También, como colombianos, tenemos derecho a la paz y en su nombre, a ser juzgados por un tribunal especial y sin dientes como la JEP, en la medida que hayamos cometido crímenes de lesa humanidad en el marco del conflicto. Tenemos derecho a que no se nos cobren las multas por exceso de velocidad por foto multas, por ser técnicamente imposible reconocer al conductor que maneja el vehículo.
Sobre todo los colombianos tenemos derecho a cometer crímenes sin ser juzgados, cometer daño al prójimo (si, usted) con una posibilidad ínfima de ser condenados. Muchos colombianos tenemos derecho a subsidios de toda clase, desde empresarios a una gran porción de la población, por múltiples razones pero sobre todo por el beneficio que generan los subsidios al político de turno (ver votación de los alcaldes candidatos en su ciudad, a pesar de su baja popularidad al terminar su mandato). Tenemos derecho a educación, a que el Estado alimente nuestros hijos, a salud.

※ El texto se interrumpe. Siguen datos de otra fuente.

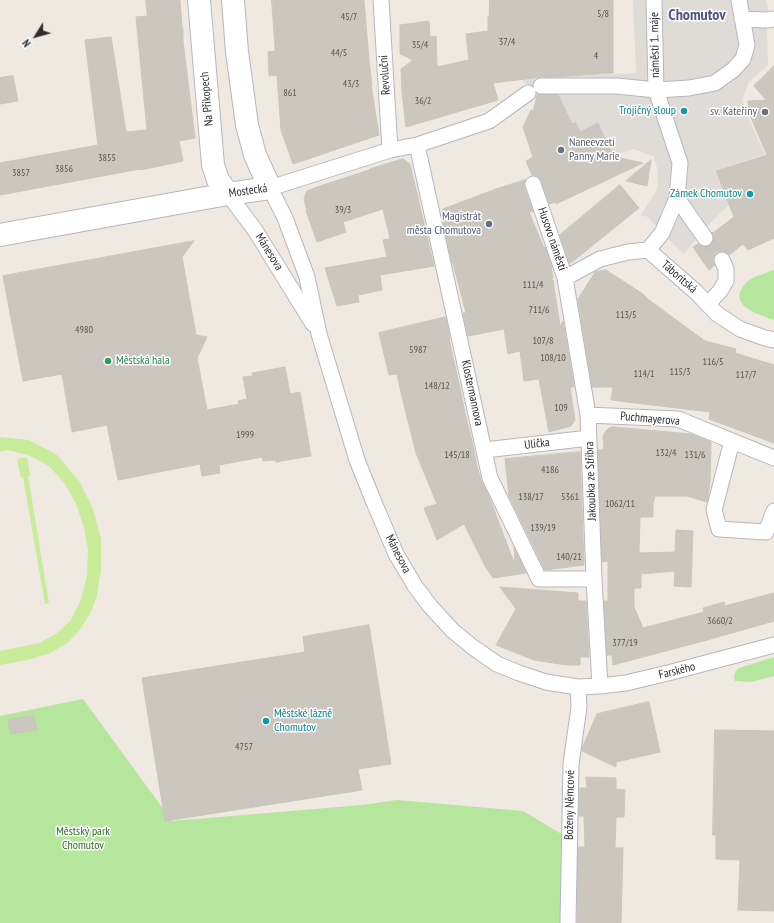 <!DOCTYPE html>
<meta charset="utf-8">
<style>
body{margin:0}
#map{position:relative;width:774px;height:923px;overflow:hidden;background:#efe9e1;font-family:"PT Sans Narrow",sans-serif}
canvas{display:block}
.north{position:absolute;left:16px;top:16px;width:40px;height:40px;-webkit-text-stroke:3px #fff;paint-order:stroke;rotate:233deg;font-size:11px;font-weight:700;line-height:16px;text-align:center;color:#2e2e2e}
.north::after{content:'';display:block;margin:auto;width:14px;height:18px;background:#2e2e2e;clip-path:polygon(50% 0,100% 100%,50% 72%,0 100%)}
</style>
<div id="map">
<canvas width="774" height="923"></canvas>
<div class="north">N</div>
</div>
<script>
const c = document.querySelector('canvas').getContext('2d');
c.lineJoin = 'round';
function paint(path, color) { c.fillStyle = color; c.fill(path, 'evenodd'); }
function trace(path, color, width, dash) { c.strokeStyle = color; c.lineWidth = width; c.lineCap = dash ? 'butt' : 'round'; c.setLineDash(dash || []); c.stroke(path); }
function label(font, color, halo, rows, align = 'center') {
  c.font = font + ' "PT Sans Narrow",sans-serif'; c.lineWidth = 3; c.setLineDash([]); c.textBaseline = 'middle'; c.strokeStyle = halo; c.fillStyle = color; for (const [text, x, y, turn = 0] of rows) {
    c.save(); c.translate(x, y); c.rotate((+turn || 0) * Math.PI / 180); c.textAlign = isNaN(turn) ? turn : align; if (halo) c.strokeText(text, 0, 0); c.fillText(text, 0, 0); c.restore();
  }
}
paint(new Path2D(`
 M774,270v50c-13,-5 -44,-13 -32,-32 2,-3 5,-7 9,-9 7,-4 16,-6 23,-9z
 M774,657v19l-23,6 -16,-1c-2,-5 0,-10 4,-13z
 M83,699l89,122 190,-16 35,-5 126,11 47,28 -2,84h-568v-207z`), '#b6e59e');
paint(new Path2D(`
 M0,437l29,3 28,15 22,26 14,28 8,30v30l-4,27 -7,18 -11,17 -13,13 -18,10 -21,6 -27,5v-14l39,-8 17,-9 15,-14 10,-21 6,-23 1,-26 -4,-23 -8,-23 -11,-20 -16,-18 -21,-11 -21,-5 -7,2z
 M27,457l3,19h-2l21,127 -4,1 -22,-127 -2,1 -4,-19z`), '#c9ec9a');
paint(new Path2D(`
 M633,0h133l2,7 -1,21 1,37 -19,17 -7,18 8,22 15,32 -50,17 14,34 -26,25 -19,24 -22,-21 -14,-16 -7,-2 16,-26 1,-17 -4,-15 -20,-8 -19,6h-2l-15,-32 -18,9 -4,-9 -8,3 -32,-25 -5,-9 -9,-13 114,-6z`), '#dfdcd8');
const building = new Path2D(`
 M146,0h34l2,27 1,2v12l12,97 -16,3 4,20 -42,9 -1,-1 -140,26v-32l98,-18 -13,-105 26,-3 15,95 21,-2 -11,-113 11,-1z
 M272,0h92l5,60 3,25h-1l8,50 -86,29 -12,-34 -4,-55 -8,1 -1,-24 7,-1z
 M490,0h123v73l-59,4h-13l-48,6 5,17 -92,27 -4,-35 -1,-23 12,-9 -13,-6v-29l29,-4 1,16 6,-1 1,31 32,-7 -3,-26 22,-3v-15h1z
 M774,66v172l-26,12 -5,-6 -14,11 -2,-2 -4,-2 -5,1 -3,2 -2,5 2,6 -6,5 -16,-23 5,-3 3,2 4,1 5,-2 3,-3 1,-4 -2,-6 1,1 21,-16 -18,-46 51,-16 -18,-42 -1,-12 18,-1 -12,-14z
 M13,76l5,25 -18,3v-26z
 M538,94l20,1 14,29 4,-1 4,9 18,-9 15,32 7,3 23,5 -87,41 -1,-2 -6,2 -8,-23 -2,-4 -4,-2h-3l-6,-14 7,-4 -10,-30 8,-17h2z
 M403,159l7,5 24,102 -54,9 2,15 -24,5 1,7 -22,4 -12,-38 62,-11 -4,-17 7,-1 -7,-30 -40,13 3,10 -29,10 -11,-31h1l-3,-12 3,-8 10,-4 52,-17 1,-1z
 M651,160l-4,26 -21,-5z
 M525,180l-1,3v4l9,24 -4,1 15,36 1,-1 7,20h-1l2,11 -3,2h3l7,46 3,-5 11,66h-4l5,33 -4,6 -22,6 -10,-53 -15,2 -4,-30 -12,3 -4,-25 -36,7 -5,-23h3l-13,-50h-1l-11,-51 2,-3 53,-20z
 M620,185l19,23 -67,54 -3,1 -9,-28z
 M194,241l-12,16 14,78 11,2 -10,21 10,52 32,-6 -1,-3 9,-2 -4,-22 10,-1 -1,-3 33,-6 5,27 10,-2 11,64 -35,6 -1,-2 -12,1 -1,-4 -43,8 1,8 -18,3 -2,-12 -82,16 -11,-55 -35,7 -10,-58 -39,7 -20,-105z
 M606,270l37,24 6,6 56,41 31,8 -1,4 39,12v78l-65,-24 1,-7 -99,-12 2,-13h-21l-14,-88 17,-27z
 M446,317l4,22h-1l11,49 5,25 7,28 5,25 4,14 7,14 25,66h2l-1,-13 12,26 -33,5 -8,-12 -21,-42 -27,16 -13,-32 13,-4 -21,-51 -13,-52 -6,-27 -8,1 -10,-42z
 M613,427l78,7 20,8 -1,41 -2,13 -1,6 -20,-6h-32l-1,5h-1v16h-13l-1,36 36,-1 1,-22 17,1 -2,56 -17,-1 1,-15 -34,3v14h-7v19l9,21 61,-16 -1,-4 21,-6 1,4 49,-13v28l-67,19 -94,25 -1,-10h-5l-3,-54h4v-40l-6,1 -4,-112h6l-1,-14 2,-4 4,-4z
 M580,452l4,113 -39,5 -36,-74 -4,-37z
 M500,587l78,6v8h8l3,56h-9v8h-14l-32,-5 -38,-15 20,-36z
 M369,625l22,139 -33,5 4,21 -197,31 -23,-143 163,-26 -2,-15z
 M649,702l11,50 -44,10v5l-34,-16v-3l15,-34z
 M34,716l3,14 -26,4 -3,-14z
 M715,730l59,1v180l-36,-1 2,-50 -24,-1v-24h-3z
 M586,777l30,1v11l9,1 -1,27h-8l-1,31h8l-2,75h-44l1,-76h7l-1,-31h-5l1,-28h7z`);
paint(building, '#cbc7bf');
trace(building, '#cbc5ba', 1);
trace(new Path2D(`
 M705,238l17,22`), '#c8c4bd', 15, [15, 8]);
const street = new Path2D(`
 M381,0l9,150
 M742,19l25,1 7,-1
 M541,86h76l39,4 33,-2 26,-5 18,-13 10,-11 4,-14 -8,-45
 M528,93l-39,28 -72,24 -27,5 -120,38 15,30 22,59 12,57 38,126 16,40 23,54 19,32 15,20 23,25 21,17 23,16 22,9 27,9 32,5 22,-1 26,-3 46,-11 102,-27
 M417,145l73,333 49,101h55
 M533,184l32,94 23,137 6,164 6,107
 M228,194l27,36 58,94
 M677,198l28,40
 M648,250l14,-17 15,-35 3,-35 -24,-73 -2,-90
 M648,250l48,42 21,22 23,15 25,9 9,2
 M565,278l35,-19 28,-7 20,-2
 M708,304l12,-13 6,-10v-12l-4,-9
 M588,415l90,4 96,39
 M732,441l-18,69 5,19 47,3 8,-21
 M485,450l104,-12
 M568,923l3,-159 8,-57 -1,-20`);
const secondary = new Path2D(`
 M199,0l14,165 5,15 10,14
 M0,235l228,-41 42,-6 -15,-33 -8,-30 -10,-73 -4,-52`);
trace(street, '#b4b7c1', 17);
trace(secondary, '#b4b7c1', 24);
trace(street, '#fff', 15);
trace(secondary, '#fff', 22);
for (const [x, y, r, color] of [
 [684,111,4,"#0f9aa8"],
 [765,112,4,"#6b7280"],
 [561,150,4,"#6b7280"],
 [750,194,4,"#0f9aa8"],
 [489,224,4,"#5c6f8a"],
 [108,361,4,"#2e9e5b"],
 [266,721,4,"#0f9aa8"]
]) { const dot = new Path2D(); dot.arc(x, y, r, 0, 2 * Math.PI); c.fillStyle = color; c.fill(dot); trace(dot, '#fff', 1.5); }
label('10px', '#555452', null, [
 ["5/8",603,14],
 ["45/7",349,17],
 ["37/4",507,42],
 ["35/4",420,45],
 ["44/5",339,53],
 ["4",596,56],
 ["43/3",351,84],
 ["861",290,93],
 ["36/2",423,101],
 ["3855",107,158],
 ["3856",64,169],
 ["3857",21,173],
 ["39/3",343,210],
 ["111/4",533,285],
 ["711/6",539,310],
 ["113/5",626,315],
 ["4980",84,330],
 ["107/8",543,341],
 ["5987",418,350],
 ["108/10",553,358],
 ["116/5",713,362],
 ["115/3",680,372],
 ["114/1",644,374],
 ["117/7",746,375],
 ["148/12",437,386],
 ["109",561,408],
 ["1999",245,435],
 ["132/4",666,453],
 ["145/18",457,455],
 ["131/6",695,455],
 ["4186",550,470],
 ["138/17",531,497],
 ["5361",570,497],
 ["1062/11",620,504],
 ["139/19",543,528],
 ["140/21",569,557],
 ["3660/2",720,621],
 ["377/19",625,643],
 ["4757",244,747]
]);
label('12px', '#2e2e2e', '#fff', [
 ["náměstí 1. máje",655,45,-91],
 ["Revoluční",385,75,-94],
 ["Na Příkopech",207,99,-95],
 ["Mostecká",248,191,-8],
 ["Husovo náměstí",552,239,71],
 ["Mánesova",269,252,58],
 ["Táboritská",679,277,41],
 ["Klostermannova",472,393,78],
 ["Puchmayerova",650,419,5],
 ["Ulička",537,444,-7],
 ["Jakoubka ze Stříbra",591,481,-92],
 ["Mánesova",398,554,63],
 ["Farského",677,671,-14],
 ["Boženy Němcové",570,805,-89]
]);
label('12px', '#0d838f', '#fff', [
 ["Trojičný sloup",676,111],
 ["Zámek Chomutov",742,194],
 ["Městské lázně",274,714,"left"],
 ["Chomutov",274,728,"left"]
], 'right');
label('12px', '#5b616d', '#fff', [
 ["sv. Kateřiny",757,112],
 ["Naneevzetí",569,143,"left"],
 ["Panny Marie",569,157,"left"]
], 'right');
label('12px', '#4e5e75', '#fff', [
 ["Magistrát",481,217],
 ["města Chomutova",481,231]
], 'right');
label('12px', '#27864d', '#fff', [
 ["Městská hala",116,361]
], 'left');
label('12px', '#2c6e1b', '#fff', [
 ["Městský park",83,832],
 ["Chomutov",83,846]
]);
label('bold 16px', '#4d5680', '#fff', [
 ["Chomutov",697,15]
]);
</script>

Los magistrados colombianos, parte fundamental de este embrollo, tienen derecho a no ser castigados por sus actuaciones, ya que no escuchan lo que el pueblo tiene que decir. Las colombianas tienen derecho, por ser dueñas de su cuerpo, a acabar con una vida que podría vivir por si misma, un feto de 24 semanas.
Derechos, derechos y derechos, y a pesar de que los colombianos los ejercemos día a día, algunos como Gustavo Petro y su alfil para las próximas elecciones, el muy polémico y suspendido alcalde de Medellín Daniel Quintero, gritan por doquier que nos los incumplen, que no nos dejan ser libres, que hay, en letras mayúsculas y grandilocuentes, un golpe de Estado en el país. Que tristeza.
Los colombianos en cambio consideramos no tener obligaciones. Para un colombiano no optimizar sus impuestos es mal visto. Muchos empresarios venden sin IVA, compran costos para disminuir su impuesto de renta, hacen lobby para tener regímenes especiales. Una demanda no se le niega a ningún colombiano, sea válida o sencillamente para incomodar.
Los colombianos sentimos que, con base en los derechos, podemos decir lo que se nos venga en gana en las redes sociales, montar bodegas para desprestigiar y sacar declaraciones o noticias de contexto. No consideramos que tengamos obligaciones de decir la verdad, de ser ecuánimes ni de respetar a terceros con nuestras opiniones.
Por eso en las elecciones del próximo 19 de junio, muchos colombianos consideran que tienen el derecho a no votar por nadie porque no les gustan los candidatos. Para ellos ese derecho a no sentirse representados, porque yo tengo derecho, pasa por encima la obligación de hacer lo mejor para nuestro país, escogiendo entre los candidatos al que menos riesgo implique para nuestro bienestar como nación.
Paradójicamente, aquellos que voten en blanco, impulsados por los periodistas que sin rigor alguno condenan a los candidatos de alinearse con medios, son los que lograrán que se pierdan sus derechos. Porque poder comparar figuras públicas con animales, manifestar, destruir la infraestructura pública, acabar con los contrincantes deslealmente, hacer tratos con criminales, estar como indígenas al margen de la ley, crear novelas periodísticas sin rigor, no ser condenados por crímenes de lesa humanidad, recibir subsidios y acabar con la vida de personas que podrían desarrollarse, es mucho menos sabroso cuando no se cuida el tejido empresarial que genera valor para todos y nos da de que vivir.
Cuando el gobierno crece en proporciones inesperadas y se merienda el valor que genera la iniciativa privada y, cuando todos terminemos dependiendo del elefante blanco del Estado, todos esos derechos, pasarán a ser derechos de papel.